Conduct a Content Inventory
Identify all the policies and procedures governing how your HR team and broader organization operate. In our conversations with Winslow users, we often discover content scattered across multiple sources.
Establish a Single Source of Truth
Do you have a single, definitive location for your HR policies and procedures? Many organizations copy documents from one platform (e.g., SharePoint) to another (e.g., an HRIS system), introducing errors and risking outdated content reaching employees. This may require some change to where your team or employees go to get their information.
Integrate Document Management with Policy Sign-Off Processes
Ensure that your document change management processes align with policy acknowledgment workflows. If employees are required to sign off on updated policies, your knowledge base should be tightly integrated with this process.
Track Policy Changes Effectively
When a new policy is required or an existing one needs revision, how is this tracked? Project management tools like Jira, Trello, or Asana can greatly simplify this process for both small and large teams.
Categorize and Contextualize Documents Clearly
Different employees may require different sets of documents depending on their location, role, or classification. For example, regulations may vary by state or country, and union members may have unique terms due to collective bargaining agreements.
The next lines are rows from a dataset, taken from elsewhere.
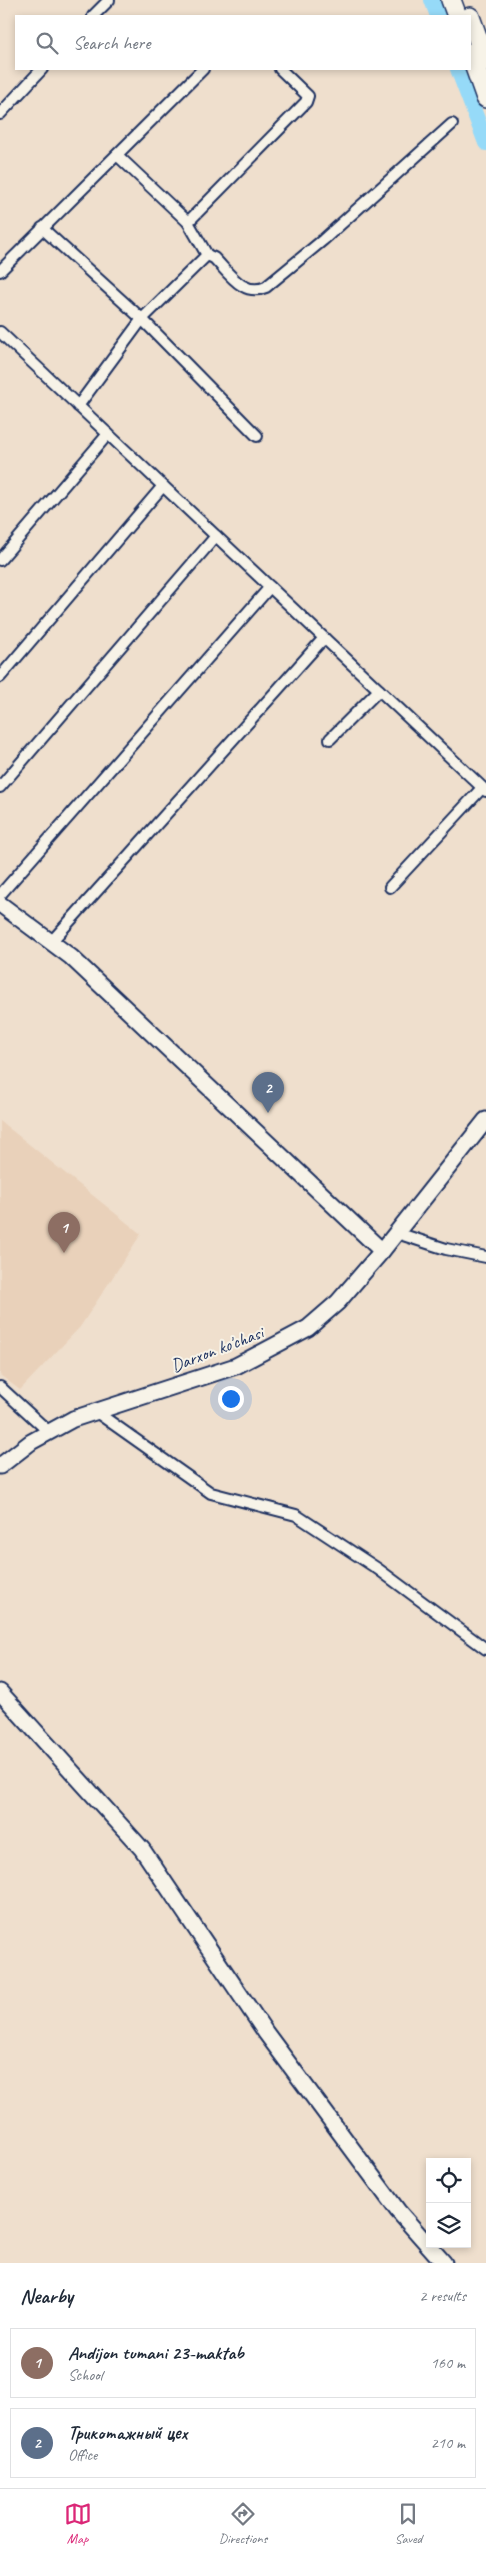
<!DOCTYPE html>
<meta charset="utf-8">
<style>
body{margin:0;font-family:Caveat,sans-serif;background:#f2f2f3;color:#1f2937}
.controls{position:absolute;right:15px;bottom:15px;display:grid;overflow:hidden;border-radius:0px;box-shadow:0 2px 8px #0003}
.controls button{width:45px;height:45px;display:grid;place-items:center;padding:0;border:0;border-bottom:1px solid #e0e1e3;background:#fff;color:#1f2937;font:25px sans-serif}
.you{position:absolute;left:230px;top:1398px;width:18px;height:18px;margin:-12px;border:4px solid #fff;border-radius:50%;background:#1a73e8;box-shadow:0 0 0 8px #1a73e833}
.badge{display:grid;place-items:center;width:32px;height:32px;border-radius:50%;background:#db2777;color:#fff;font-size:16px;font-weight:700}
.pin{position:absolute;translate:-50% -41px;filter:drop-shadow(0 1px 2px #0008)}
.pin::after{content:'';position:absolute;top:26px;width:18px;height:15px;background:inherit;clip-path:polygon(0 0,100% 0,50% 100%)}
.list{margin:0;padding:0;list-style:none}
h2{display:flex;justify-content:space-between;align-items:center;height:65px;margin:0;padding:0 20px;font-size:21px}
h2 small{font-size:16px;font-weight:400;color:#747a83}
.list li{display:grid;grid-template-columns:32px 1fr auto;gap:15px;align-items:center;box-sizing:border-box;height:70px;margin:0 10px 10px;padding:0 10px;border:1px solid #e0e1e3;border-radius:0px}
.list b{display:block;font-size:19px;white-space:nowrap}
.list p{margin:0;font-size:16px;white-space:nowrap;color:#747a83}
.list em{font-size:16px;font-style:normal;color:#747a83}
.icon{flex:none;width:28px;height:28px;fill:none;stroke:currentColor;stroke-width:2;stroke-linecap:round;stroke-linejoin:round}
.map{position:relative;flex:none;width:486px;height:2263px;overflow:hidden}
.search{position:absolute;background:#fff;box-shadow:0 2px 8px #0003;left:15px;right:15px;top:15px;height:55px;display:flex;align-items:center;gap:12px;box-sizing:border-box;padding:0 18px;border-radius:0px;color:#747a83;font-size:19px}
.sheet{height:225px;background:#fff}
nav{display:flex;justify-content:space-around;align-items:center;box-sizing:border-box;height:70px;border-top:1px solid #e0e1e3;background:#fff;font-size:14px;color:#747a83}
nav a{display:grid;justify-items:center;gap:2px}
nav .on{color:#db2777}
.map>svg:first-child{display:block}
.built{fill:#e9d1ba}
.lines{fill:none;stroke-linecap:round;stroke-linejoin:round}
.river{stroke:#96daf8;stroke-width:16}
.street-casing{stroke:#1b2f5e;stroke-width:14}
.secondary-casing{stroke:#1b2f5e;stroke-width:19}
.highway-casing{stroke:#1b2f5e;stroke-width:22}
.street{stroke:#f7f3e8;stroke-width:10}
.secondary{stroke:#f7f3e8;stroke-width:15}
.highway{stroke:#f7f3e8;stroke-width:19}
.labels{text-anchor:middle;dominant-baseline:central;stroke-width:4;stroke-linejoin:round;paint-order:stroke}
.street-label{font-size:18px;fill:#1b2f5e;stroke:#f7f3e8}
</style>
<div class="map">
<svg width="486" height="2263" viewBox="0 0 486 2263">
<rect width="100%" height="100%" fill="#efdfcd"/>
<filter id="ink" filterUnits="userSpaceOnUse"><feTurbulence type="fractalNoise" baseFrequency=".02" numOctaves="2"/><feDisplacementMap in="SourceGraphic" scale="10" xChannelSelector="R" yChannelSelector="G"/><feConvolveMatrix kernelMatrix="1 2 1 2 8 2 1 2 1" color-interpolation-filters="sRGB"/></filter>
<g filter="url(#ink)">
<!-- built -->
<path class="built" d="M0 1121 141 1234 80 1327 20 1390 0 1375Z"/>
<g class="lines">
<!-- river -->
<g class="river">
<path d="M432 0 438 16"/>
<path d="M458 69 486 143"/>
</g>
<!-- street casing -->
<g class="street-casing">
<g id="street">
<path d="M93 16 109 0"/>
<path d="M0 114 42 69"/>
<path d="M117 155 188 222 207 255"/>
<path d="M188 222 306 102 308 96 280 69"/>
<path d="M42 228 142 319 257 436"/>
<path d="M0 271 203 69"/>
<path d="M0 332 486 791"/>
<path d="M78 406 142 319 207 255 214 258C229 273 243 297 266 287L323 240 452 124"/>
<path d="M0 560 108 434"/>
<path d="M0 677 163 486"/>
<path d="M330 739 379 690"/>
<path d="M0 787 216 536"/>
<path d="M390 887 482 788"/>
<path d="M0 895 270 587"/>
<path d="M51 942 324 638"/>
<path d="M397 1233 446 1249 486 1257"/>
<path d="M0 1387 49 1432"/>
<path d="M95 1411 211 1493 296 1515 378 1569 486 1649"/>
</g>
</g>
<!-- secondary casing -->
<g class="secondary-casing">
<g id="secondary">
<path d="M0 904 71 957 382 1251"/>
<path d="M0 1466 31 1442 73 1419 236 1366 308 1328 338 1302 382 1251 486 1120"/>
<path d="M0 1692 142 1849 266 2033 398 2211 444 2263"/>
</g>
</g>
<!-- highway casing -->
<g class="highway-casing">
<g id="highway">
<path d="M451 0 457 16"/>
<path d="M470 17 486 61"/>
<path d="M470 53 486 98"/>
</g>
</g>
<!-- street -->
<use href="#street" class="street"/>
<!-- secondary -->
<use href="#secondary" class="secondary"/>
<!-- highway -->
<use href="#highway" class="highway"/>
</g>
</g>
<g class="labels">
<!-- street labels -->
<g class="street-label">
<text transform="translate(217 1349) rotate(-21)">Darxon ko'chasi</text>
</g>
</g>
</svg>
<div class="controls">
<button><svg class="icon" aria-label="locate" viewBox="0 0 24 24"><circle cx="12" cy="12" r="6"/><path d="M12 2v4M12 18v4M2 12h4M18 12h4"/></svg></button>
<button><svg class="icon" aria-label="layers" viewBox="0 0 24 24"><path d="M12 4l9 5-9 5-9-5zM3 14l9 5 9-5"/></svg></button>
</div>
<div class="you"></div>
<div class="pin badge" style="left:64px;top:1253px;background:#8d6e63">1</div>
<div class="pin badge" style="left:268px;top:1113px;background:#5c6f8a">2</div>
<div class="search"><svg class="icon" aria-label="search" viewBox="0 0 24 24"><circle cx="10" cy="10" r="6"/><path d="M15 15l6 6"/></svg>Search here</div>
</div>
<section class="sheet">
<h2>Nearby<small>2 results</small></h2>
<ul class="list">
<li><span class="badge" style="background:#8d6e63">1</span><div><b>Andijon tumani 23-maktab</b><p>School</p></div><em>160 m</em></li>
<li><span class="badge" style="background:#5c6f8a">2</span><div><b>Трикотажный цех</b><p>Office</p></div><em>210 m</em></li>
</ul>
</section>
<nav>
<a class="on"><svg class="icon" aria-label="map" viewBox="0 0 24 24"><path d="M3 6l6-2 6 2 6-2v14l-6 2-6-2-6 2zM9 4v14M15 6v14"/></svg>Map</a>
<a><svg class="icon" aria-label="directions" viewBox="0 0 24 24"><path d="M12 3l9 9-9 9-9-9zM9 14v-3h6M13 9l2 2-2 2"/></svg>Directions</a>
<a><svg class="icon" aria-label="saved" viewBox="0 0 24 24"><path d="M7 4h10v16l-5-4-5 4z"/></svg>Saved</a>
</nav>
Your document management strategy should accommodate these distinctions. It’s not practical to have all this information held in your HR team’s head anymore. You’ll need to write it down so an AI product can understand it.
As AI becomes increasingly embedded within your organization’s tools and workflows, addressing these foundational questions is critical. As your organization scales, other departments will likely face similar challenges. Eventually, someone may propose a dedicated role to manage and curate your content—just as organizations have with data. The good news is you’ll already know the answer: the AI Librarian.